(Exercise inputs begins)

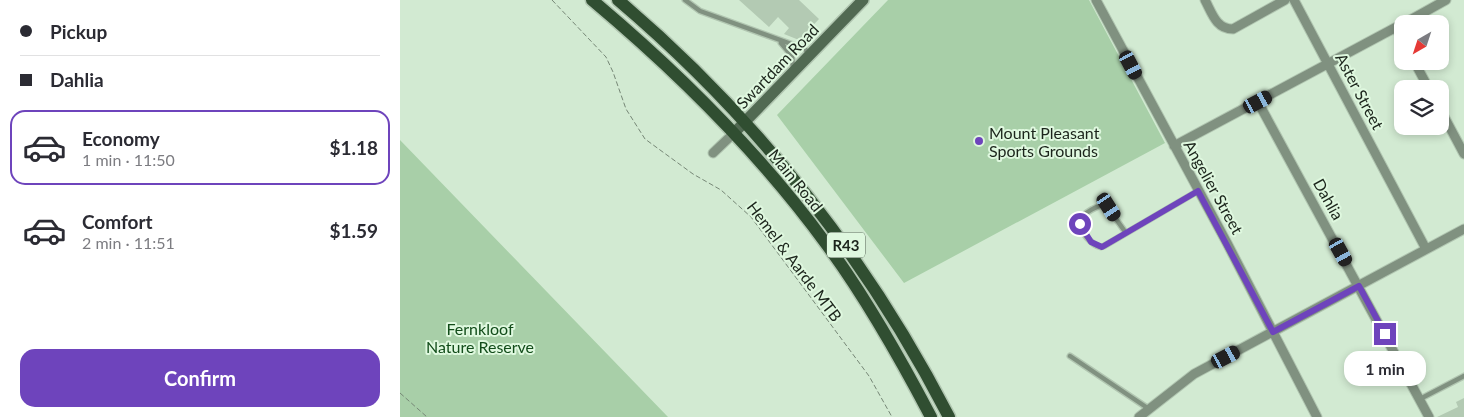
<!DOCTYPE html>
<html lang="en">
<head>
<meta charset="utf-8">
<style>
  :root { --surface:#fff; --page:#f7f7f7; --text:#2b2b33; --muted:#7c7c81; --line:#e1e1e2; --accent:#6e44bc }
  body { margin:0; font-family:Lato,sans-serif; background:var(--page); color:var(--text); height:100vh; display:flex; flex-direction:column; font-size:19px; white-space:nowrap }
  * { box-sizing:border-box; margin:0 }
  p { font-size:16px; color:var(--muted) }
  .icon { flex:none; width:28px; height:28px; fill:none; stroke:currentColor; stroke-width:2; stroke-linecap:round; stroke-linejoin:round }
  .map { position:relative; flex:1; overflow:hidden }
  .drawer { display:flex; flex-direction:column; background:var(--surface); width:400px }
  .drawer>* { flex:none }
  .hud { display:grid; align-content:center; height:110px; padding:0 20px; background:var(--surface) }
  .needle { width:32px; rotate:219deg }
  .controls { position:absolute; left:994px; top:15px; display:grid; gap:10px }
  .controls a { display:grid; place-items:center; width:55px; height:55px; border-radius:10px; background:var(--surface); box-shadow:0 2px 8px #0003; font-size:25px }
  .end { position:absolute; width:22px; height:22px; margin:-11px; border:6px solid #6e44bc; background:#fff; box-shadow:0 0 0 2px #fff }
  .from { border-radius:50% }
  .bubble { position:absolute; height:35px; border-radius:15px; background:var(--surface); box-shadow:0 2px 8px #0003; font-size:16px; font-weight:700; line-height:35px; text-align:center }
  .car { position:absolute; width:15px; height:30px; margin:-15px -8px; border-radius:6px; box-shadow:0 0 4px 1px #0007; background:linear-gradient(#222 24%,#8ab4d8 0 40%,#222 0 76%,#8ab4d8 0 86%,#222 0) }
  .hud b { display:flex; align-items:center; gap:18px; height:48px; font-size:19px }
  .hud b+b { border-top:1px solid var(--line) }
  .hud i { width:12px; height:12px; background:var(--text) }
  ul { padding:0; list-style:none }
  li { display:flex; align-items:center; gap:15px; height:75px; margin:0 10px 8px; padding:0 10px; border:2px solid transparent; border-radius:15px }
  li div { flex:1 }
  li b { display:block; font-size:19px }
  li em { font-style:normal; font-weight:700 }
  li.on { border-color:var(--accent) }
  li>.icon { width:45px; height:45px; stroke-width:1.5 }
  .primary-button { display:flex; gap:10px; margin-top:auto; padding:10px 20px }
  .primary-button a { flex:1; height:58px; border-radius:15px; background:var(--accent); color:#fff; font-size:20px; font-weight:700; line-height:58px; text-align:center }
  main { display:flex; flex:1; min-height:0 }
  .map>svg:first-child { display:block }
  .green { fill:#a8cfa8 }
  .building { fill:#b3cab3 }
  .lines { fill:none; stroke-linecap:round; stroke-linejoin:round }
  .lane-casing { stroke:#b1c6b1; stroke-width:7 }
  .street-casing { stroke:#b1c6b1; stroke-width:11 }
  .secondary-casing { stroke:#b1c6b1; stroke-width:14 }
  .primary-casing { stroke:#b1c6b1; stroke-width:15 }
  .path { stroke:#768776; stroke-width:1; stroke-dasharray:5 2.5; stroke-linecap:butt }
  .lane { stroke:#809180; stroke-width:4.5 }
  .street { stroke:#809180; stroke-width:9 }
  .secondary { stroke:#516952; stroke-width:11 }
  .primary { stroke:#304e31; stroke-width:12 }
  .route { stroke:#6e44bc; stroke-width:6 }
  .poi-dot { fill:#6e44bc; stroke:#dff8df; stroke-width:2 }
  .labels { text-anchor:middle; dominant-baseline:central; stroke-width:4; stroke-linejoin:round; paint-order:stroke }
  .shield { fill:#dff8df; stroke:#566456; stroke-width:1 }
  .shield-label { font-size:15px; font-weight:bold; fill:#1b241b }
  .street-label { font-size:16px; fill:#1b241b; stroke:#dff8df }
  .poi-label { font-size:16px; fill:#1b241b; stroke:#dff8df; text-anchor:start }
  .park-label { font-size:16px; fill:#124c1a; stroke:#dff8df }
</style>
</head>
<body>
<main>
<section class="drawer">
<div class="hud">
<b><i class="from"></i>Pickup</b>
<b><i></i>Dahlia</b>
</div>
<ul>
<li class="on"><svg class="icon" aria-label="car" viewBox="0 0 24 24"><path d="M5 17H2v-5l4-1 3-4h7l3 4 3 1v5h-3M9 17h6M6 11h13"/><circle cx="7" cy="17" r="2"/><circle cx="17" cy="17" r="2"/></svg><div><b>Economy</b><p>1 min · 11:50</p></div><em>$1.18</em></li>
<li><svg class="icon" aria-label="car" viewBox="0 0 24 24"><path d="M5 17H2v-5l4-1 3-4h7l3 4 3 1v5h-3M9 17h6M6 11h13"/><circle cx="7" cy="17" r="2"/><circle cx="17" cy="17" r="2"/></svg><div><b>Comfort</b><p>2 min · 11:51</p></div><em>$1.59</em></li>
</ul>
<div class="primary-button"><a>Confirm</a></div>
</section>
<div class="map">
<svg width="1064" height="417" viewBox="0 0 1064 417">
  <rect width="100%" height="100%" fill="#d2ead2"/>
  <!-- green -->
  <path class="green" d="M 488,0 L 689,0 L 765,143 L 504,283 L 377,115 Z
    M 0,140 L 268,417 L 0,417 Z"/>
  <!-- building -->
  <path class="building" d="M 339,0 L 399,0 L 419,19 L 399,40 L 384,34 L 389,28 L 378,17 L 369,27 Z
    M 1064,398 L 1064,417 L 1037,417 L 1058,407 L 1056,402 Z"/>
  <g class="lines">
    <!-- lane casing -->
    <g class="lane-casing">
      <path id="lane" d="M 285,0 L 300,11 L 405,49 L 409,54
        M 381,43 L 392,56 L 393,69
        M 726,233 L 706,205 C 700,204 682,213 680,221 C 678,231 693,246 701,247 L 704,246 L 798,191
        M 670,356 L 749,409
        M 1020,399 L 1064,376"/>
    </g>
    <!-- street casing -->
    <g class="street-casing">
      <path id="street" d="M 696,0 L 827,243 L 917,417
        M 805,0 C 812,13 816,29 833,29 L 885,0
        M 894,0 L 1026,249
        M 1003,24 L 1046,0
        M 996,28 L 1002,39
        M 1014,61 L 1029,89
        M 858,102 L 1029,417
        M 1040,109 L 1064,154
        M 774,146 L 1002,24
        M 313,153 L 334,133
        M 739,417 L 794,374 L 1064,229"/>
    </g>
    <!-- secondary casing -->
    <g class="secondary-casing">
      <path id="secondary" d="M 334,133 L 463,0"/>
    </g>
    <!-- primary casing -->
    <g class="primary-casing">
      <path id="primary" d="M 192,0 C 279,73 360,153 427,245 C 467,299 500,358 531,417
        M 218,0 C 356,117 466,256 549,417"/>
    </g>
    <!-- path -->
    <path class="path" d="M 152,0 L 206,57 L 213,72 L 226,109 L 245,139 L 293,174 L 321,190 L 351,217 L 469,376 L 492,417
      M 0,393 L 27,417"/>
    <!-- lane -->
    <use href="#lane" class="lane"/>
    <!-- street -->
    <use href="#street" class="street"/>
    <!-- secondary -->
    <use href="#secondary" class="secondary"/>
    <!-- primary -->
    <use href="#primary" class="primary"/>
  </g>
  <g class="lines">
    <!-- route -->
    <path class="route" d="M 680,224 L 691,242 L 702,247 L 798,191 L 873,332 L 959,286 L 985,334"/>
  </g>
  <!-- markers -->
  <circle class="poi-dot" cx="579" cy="141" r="5"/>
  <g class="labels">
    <!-- shield labels -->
    <rect class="shield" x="427" y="232.5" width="38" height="25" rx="4"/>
    <g class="shield-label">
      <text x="446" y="245">R43</text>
    </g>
    <!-- street labels -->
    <g class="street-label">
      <text transform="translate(377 66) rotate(-46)">Swartdam Road</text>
      <text transform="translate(960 91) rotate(62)">Aster Street</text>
      <text transform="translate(396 180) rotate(51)">Main Road</text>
      <text transform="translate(814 187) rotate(61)">Angelier Street</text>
      <text transform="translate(929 199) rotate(61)">Dahlia</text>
      <text transform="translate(395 261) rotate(53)">Hemel &amp; Aarde MTB</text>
    </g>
    <!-- poi labels -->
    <g class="poi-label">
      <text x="589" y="132">Mount Pleasant<tspan x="589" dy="18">Sports Grounds</tspan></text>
    </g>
    <!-- park labels -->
    <g class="park-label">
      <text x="80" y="328">Fernkloof<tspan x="80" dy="18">Nature Reserve</tspan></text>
    </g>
  </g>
</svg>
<div class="controls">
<a><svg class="needle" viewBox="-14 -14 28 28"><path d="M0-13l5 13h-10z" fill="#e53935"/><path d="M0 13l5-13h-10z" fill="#7c7c81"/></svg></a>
<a><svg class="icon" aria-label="layers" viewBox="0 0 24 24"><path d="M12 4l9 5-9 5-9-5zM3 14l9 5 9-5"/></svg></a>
</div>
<i class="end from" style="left:680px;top:224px"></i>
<i class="end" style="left:985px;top:334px"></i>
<div class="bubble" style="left:944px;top:351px;width:82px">1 min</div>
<i class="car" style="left:731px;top:65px;rotate:152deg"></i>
<i class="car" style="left:858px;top:102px;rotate:62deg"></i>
<i class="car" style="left:709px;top:207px;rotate:147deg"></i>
<i class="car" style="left:941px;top:252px;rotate:151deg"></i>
<i class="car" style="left:826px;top:357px;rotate:62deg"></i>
</div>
</main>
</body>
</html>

(Exercise inputs ends)

*Work instruction*
Repeat only the lines from the beginning of the material through the line containing "position:absolute; left:994px; top:15px;", both ends kept, leaving pictures out.

*Answer box*
<!DOCTYPE html>
<html lang="en">
<head>
<meta charset="utf-8">
<style>
  :root { --surface:#fff; --page:#f7f7f7; --text:#2b2b33; --muted:#7c7c81; --line:#e1e1e2; --accent:#6e44bc }
  body { margin:0; font-family:Lato,sans-serif; background:var(--page); color:var(--text); height:100vh; display:flex; flex-direction:column; font-size:19px; white-space:nowrap }
  * { box-sizing:border-box; margin:0 }
  p { font-size:16px; color:var(--muted) }
  .icon { flex:none; width:28px; height:28px; fill:none; stroke:currentColor; stroke-width:2; stroke-linecap:round; stroke-linejoin:round }
  .map { position:relative; flex:1; overflow:hidden }
  .drawer { display:flex; flex-direction:column; background:var(--surface); width:400px }
  .drawer>* { flex:none }
  .hud { display:grid; align-content:center; height:110px; padding:0 20px; background:var(--surface) }
  .needle { width:32px; rotate:219deg }
  .controls { position:absolute; left:994px; top:15px; display:grid; gap:10px }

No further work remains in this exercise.